▸ Brief
Could you give the records below again exactly, without the pictures?

Input data Block Start

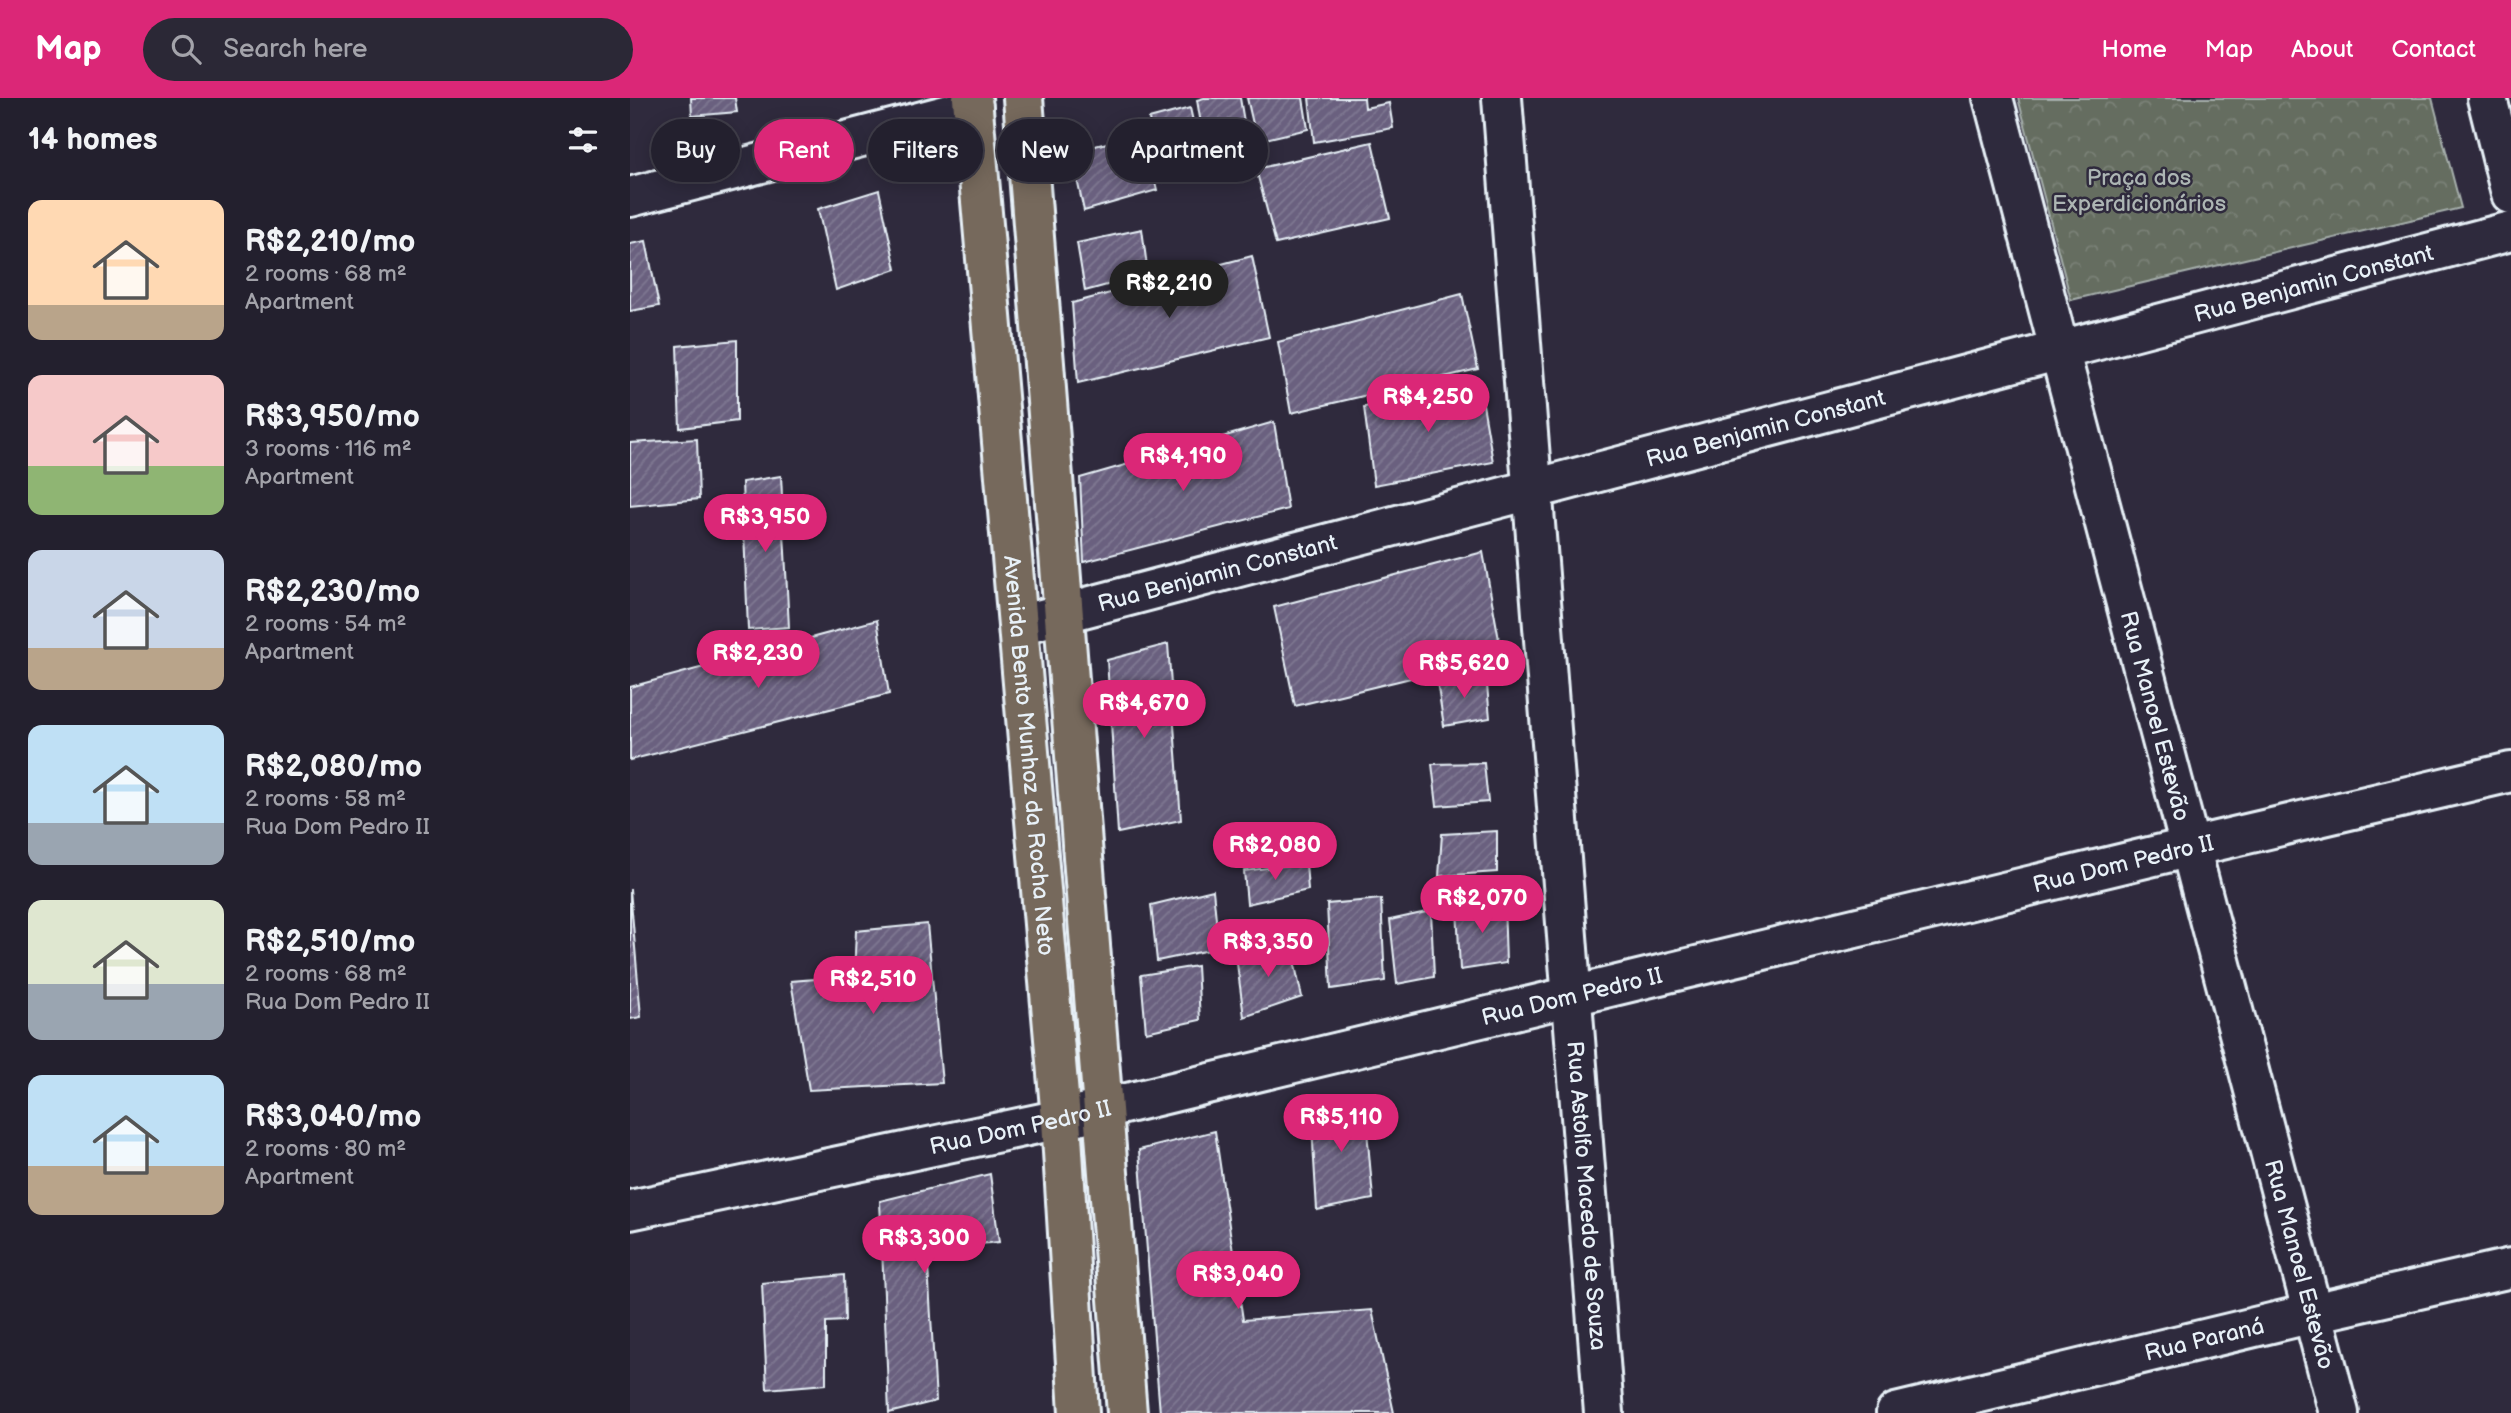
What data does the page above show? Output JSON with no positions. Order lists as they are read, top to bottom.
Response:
{
  "streets": {
    "main road": ["Avenida Bento Munhoz da Rocha Neto"],
    "street": [
      "Rua Benjamin Constant",
      "Rua Manoel Estevão",
      "Rua Dom Pedro II",
      "Rua Astolfo Macedo de Souza",
      "Rua Paraná"
    ]
  },
  "crossings": [
    ["Rua Benjamin Constant", "Rua Manoel Estevão"],
    ["Rua Benjamin Constant", "Avenida Bento Munhoz da Rocha Neto"],
    ["Rua Benjamin Constant", "Rua Astolfo Macedo de Souza"],
    ["Rua Manoel Estevão", "Rua Dom Pedro II"],
    ["Rua Manoel Estevão", "Rua Paraná"],
    ["Avenida Bento Munhoz da Rocha Neto", "Rua Dom Pedro II"],
    ["Rua Dom Pedro II", "Rua Astolfo Macedo de Souza"]
  ],
  "parks": ["Praça dos Experdicionários"],
  "page": {
    "header": "Map",
    "search": "Search here",
    "nav": [
      "Home",
      "Map",
      "About",
      "Contact"
    ],
    "heading": "14 homes",
    "chip": [
      "Buy",
      "Rent",
      "Filters",
      "New",
      "Apartment"
    ],
    "list": [
      {
        "name": "R$2,210/mo",
        "note": "2 rooms · 68 m² · Apartment"
      },
      {
        "name": "R$3,950/mo",
        "note": "3 rooms · 116 m² · Apartment"
      },
      {
        "name": "R$2,230/mo",
        "note": "2 rooms · 54 m² · Apartment"
      },
      {
        "name": "R$2,080/mo",
        "note": "2 rooms · 58 m² · Rua Dom Pedro II"
      },
      {
        "name": "R$2,510/mo",
        "note": "2 rooms · 68 m² · Rua Dom Pedro II"
      },
      {
        "name": "R$3,040/mo",
        "note": "2 rooms · 80 m² · Apartment"
      }
    ],
    "price": [
      "R$2,210",
      "R$4,250",
      "R$4,190",
      "R$3,950",
      "R$2,230",
      "R$5,620",
      "R$4,670",
      "R$2,080",
      "R$2,070",
      "R$3,350",
      "R$2,510",
      "R$5,110",
      "R$3,300",
      "R$3,040"
    ]
  }
}
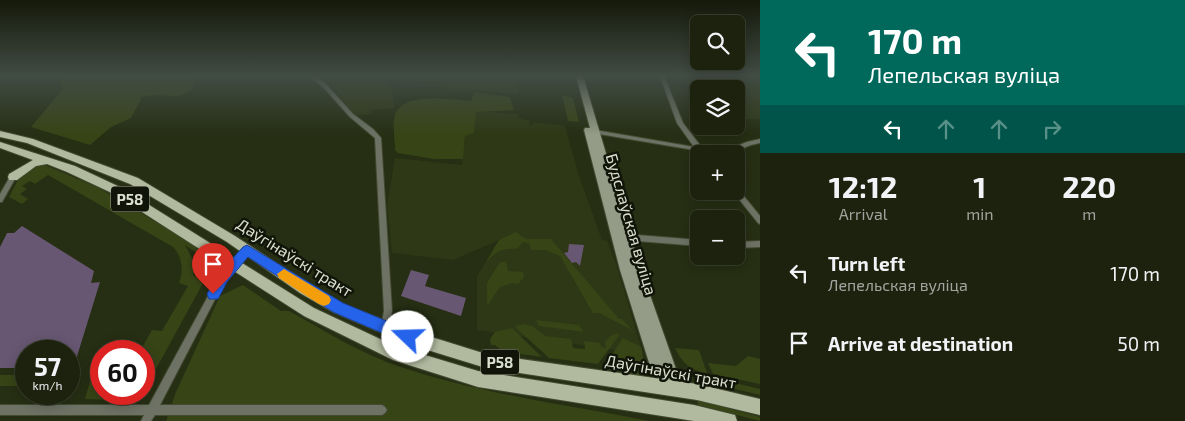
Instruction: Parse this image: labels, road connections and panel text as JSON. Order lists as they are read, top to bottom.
{
  "streets": {
    "main road": ["Р58", "Будслаўская вуліца", "Даўгінаўскі тракт"]
  },
  "crossings": [
    ["Будслаўская вуліца", "Даўгінаўскі тракт"]
  ],
  "page": {
    "turn": ["170 m", "Лепельская вуліца"],
    "map_buttons": ["+", "−"],
    "eta": [
      "12:12",
      "Arrival",
      "1",
      "min",
      "220",
      "m"
    ],
    "list": [
      {
        "name": "Turn left",
        "note": "Лепельская вуліца",
        "value": "170 m"
      },
      {
        "name": "Arrive at destination",
        "value": "50 m"
      }
    ],
    "speed": "57 km/h",
    "limit": "60"
  }
}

Input data Block End

▸ Exercise output
What data does the page above show? Output JSON with no positions. Order lists as they are read, top to bottom.
Response:
{
  "streets": {
    "main road": ["Avenida Bento Munhoz da Rocha Neto"],
    "street": [
      "Rua Benjamin Constant",
      "Rua Manoel Estevão",
      "Rua Dom Pedro II",
      "Rua Astolfo Macedo de Souza",
      "Rua Paraná"
    ]
  },
  "crossings": [
    ["Rua Benjamin Constant", "Rua Manoel Estevão"],
    ["Rua Benjamin Constant", "Avenida Bento Munhoz da Rocha Neto"],
    ["Rua Benjamin Constant", "Rua Astolfo Macedo de Souza"],
    ["Rua Manoel Estevão", "Rua Dom Pedro II"],
    ["Rua Manoel Estevão", "Rua Paraná"],
    ["Avenida Bento Munhoz da Rocha Neto", "Rua Dom Pedro II"],
    ["Rua Dom Pedro II", "Rua Astolfo Macedo de Souza"]
  ],
  "parks": ["Praça dos Experdicionários"],
  "page": {
    "header": "Map",
    "search": "Search here",
    "nav": [
      "Home",
      "Map",
      "About",
      "Contact"
    ],
    "heading": "14 homes",
    "chip": [
      "Buy",
      "Rent",
      "Filters",
      "New",
      "Apartment"
    ],
    "list": [
      {
        "name": "R$2,210/mo",
        "note": "2 rooms · 68 m² · Apartment"
      },
      {
        "name": "R$3,950/mo",
        "note": "3 rooms · 116 m² · Apartment"
      },
      {
        "name": "R$2,230/mo",
        "note": "2 rooms · 54 m² · Apartment"
      },
      {
        "name": "R$2,080/mo",
        "note": "2 rooms · 58 m² · Rua Dom Pedro II"
      },
      {
        "name": "R$2,510/mo",
        "note": "2 rooms · 68 m² · Rua Dom Pedro II"
      },
      {
        "name": "R$3,040/mo",
        "note": "2 rooms · 80 m² · Apartment"
      }
    ],
    "price": [
      "R$2,210",
      "R$4,250",
      "R$4,190",
      "R$3,950",
      "R$2,230",
      "R$5,620",
      "R$4,670",
      "R$2,080",
      "R$2,070",
      "R$3,350",
      "R$2,510",
      "R$5,110",
      "R$3,300",
      "R$3,040"
    ]
  }
}
Instruction: Parse this image: labels, road connections and panel text as JSON. Order lists as they are read, top to bottom.
{
  "streets": {
    "main road": ["Р58", "Будслаўская вуліца", "Даўгінаўскі тракт"]
  },
  "crossings": [
    ["Будслаўская вуліца", "Даўгінаўскі тракт"]
  ],
  "page": {
    "turn": ["170 m", "Лепельская вуліца"],
    "map_buttons": ["+", "−"],
    "eta": [
      "12:12",
      "Arrival",
      "1",
      "min",
      "220",
      "m"
    ],
    "list": [
      {
        "name": "Turn left",
        "note": "Лепельская вуліца",
        "value": "170 m"
      },
      {
        "name": "Arrive at destination",
        "value": "50 m"
      }
    ],
    "speed": "57 km/h",
    "limit": "60"
  }
}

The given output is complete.